Can solar power save rural America?
By Rachel Wagoner
The sun is shining in Pennsylvania and Ohio. At least, solar developers hope so. They’re flocking to the two states, seeking out land leases and pitching projects that would put more renewable energy onto the grid.
Solar development is touted as a win all around. It’s not extractive. It’s renewable. It allows farmers and landowners new opportunities to make money from their properties.
It’s almost reminiscent of the natural gas boom a decade ago. Because of that, landowners are being cautious, but it could be a new lease on life for the family farm.
Where did this growth come from? It’s not like Pennsylvania suddenly got flatter or Ohio got sunnier.
To understand what’s going on now, it’s helpful to look back a little bit. Historically, Pennsylvania and Ohio have been fossil fuel states. Coal, oil and natural gas has been available and abundant enough to make those energy sources cheap.
In Pennsylvania, coal still makes up 39% of its annual energy production, although nuclear power is right behind it at 34%, according to the U.S. Energy Information Administration. Natural gas is at 24%.

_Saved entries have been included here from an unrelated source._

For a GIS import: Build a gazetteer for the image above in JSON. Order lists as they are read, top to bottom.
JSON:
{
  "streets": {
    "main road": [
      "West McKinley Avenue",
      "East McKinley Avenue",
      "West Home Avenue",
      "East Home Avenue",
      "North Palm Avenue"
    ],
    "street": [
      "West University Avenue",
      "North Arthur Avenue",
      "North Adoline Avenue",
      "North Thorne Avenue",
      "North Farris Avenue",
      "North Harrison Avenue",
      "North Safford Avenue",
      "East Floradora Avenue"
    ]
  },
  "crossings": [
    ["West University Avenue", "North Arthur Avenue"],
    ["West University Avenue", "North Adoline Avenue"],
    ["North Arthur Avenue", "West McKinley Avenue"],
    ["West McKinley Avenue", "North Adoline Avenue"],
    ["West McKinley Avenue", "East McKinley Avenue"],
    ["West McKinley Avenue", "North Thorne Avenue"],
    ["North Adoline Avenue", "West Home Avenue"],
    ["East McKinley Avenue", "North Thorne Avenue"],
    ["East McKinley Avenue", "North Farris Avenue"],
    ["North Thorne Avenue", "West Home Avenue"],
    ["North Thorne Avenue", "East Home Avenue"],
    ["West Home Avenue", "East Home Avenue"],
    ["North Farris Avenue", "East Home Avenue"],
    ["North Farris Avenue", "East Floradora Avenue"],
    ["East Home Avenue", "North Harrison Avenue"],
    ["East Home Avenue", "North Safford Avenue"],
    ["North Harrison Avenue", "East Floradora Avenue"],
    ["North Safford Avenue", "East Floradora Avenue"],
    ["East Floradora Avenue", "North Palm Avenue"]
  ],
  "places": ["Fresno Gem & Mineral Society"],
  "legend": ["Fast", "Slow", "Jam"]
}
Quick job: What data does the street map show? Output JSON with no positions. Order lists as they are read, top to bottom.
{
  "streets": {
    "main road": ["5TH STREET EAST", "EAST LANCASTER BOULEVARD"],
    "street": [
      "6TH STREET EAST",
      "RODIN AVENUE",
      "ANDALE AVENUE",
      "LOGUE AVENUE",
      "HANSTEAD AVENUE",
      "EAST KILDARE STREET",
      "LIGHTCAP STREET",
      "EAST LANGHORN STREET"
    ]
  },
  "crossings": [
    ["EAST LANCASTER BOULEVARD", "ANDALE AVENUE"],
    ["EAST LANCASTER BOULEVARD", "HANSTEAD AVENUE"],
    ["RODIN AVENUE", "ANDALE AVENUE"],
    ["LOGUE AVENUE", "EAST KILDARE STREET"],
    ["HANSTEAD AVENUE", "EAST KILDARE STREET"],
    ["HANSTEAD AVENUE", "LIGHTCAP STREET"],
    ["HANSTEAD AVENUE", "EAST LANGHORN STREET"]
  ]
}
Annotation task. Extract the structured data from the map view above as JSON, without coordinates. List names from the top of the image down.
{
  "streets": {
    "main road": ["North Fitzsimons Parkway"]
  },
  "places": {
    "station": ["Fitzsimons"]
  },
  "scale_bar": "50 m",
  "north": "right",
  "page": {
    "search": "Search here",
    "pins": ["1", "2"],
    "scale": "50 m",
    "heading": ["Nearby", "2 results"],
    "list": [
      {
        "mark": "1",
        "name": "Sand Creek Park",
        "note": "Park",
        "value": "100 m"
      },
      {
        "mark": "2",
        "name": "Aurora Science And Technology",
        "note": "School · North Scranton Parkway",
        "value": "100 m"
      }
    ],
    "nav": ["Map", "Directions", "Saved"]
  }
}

Coal is what powers Ohio, with 66% of energy production coming from coal. Natural gas is in second place with 17%.
Renewables make up less than 1% of annual energy production for both states.
The energy crises of the 1970s made the U.S. consider branching out. There was the natural gas crisis in the winter of 1977. The oil crisis in 1973, and again, in 1979.
State began creating renewable portfolio standards as a way to diversify energy resources, encourage economic development and promote domestic energy production. That spurred the growth of renewables nationwide, but Pennsylvania and Ohio were a little slow to catch on.
Pennsylvania established its Alternative Energy Portfolio Standard in 2004. The standard required 18% of the state’s energy to come from alternative sources by May 2021. Of that 18%, 8% would have to come from renewables, with half a percent coming specifically from solar photovoltaic systems.
For a while, companies were allowed to buy energy from out-of-state solar systems and that counted toward the portfolio standard. The rules were changed in 2017 to limit the credits that could come from out-of-state solar. The cost to install solar photovoltaic systems had also gone down, significantly. That’s when things got kick-started in Pennsylvania.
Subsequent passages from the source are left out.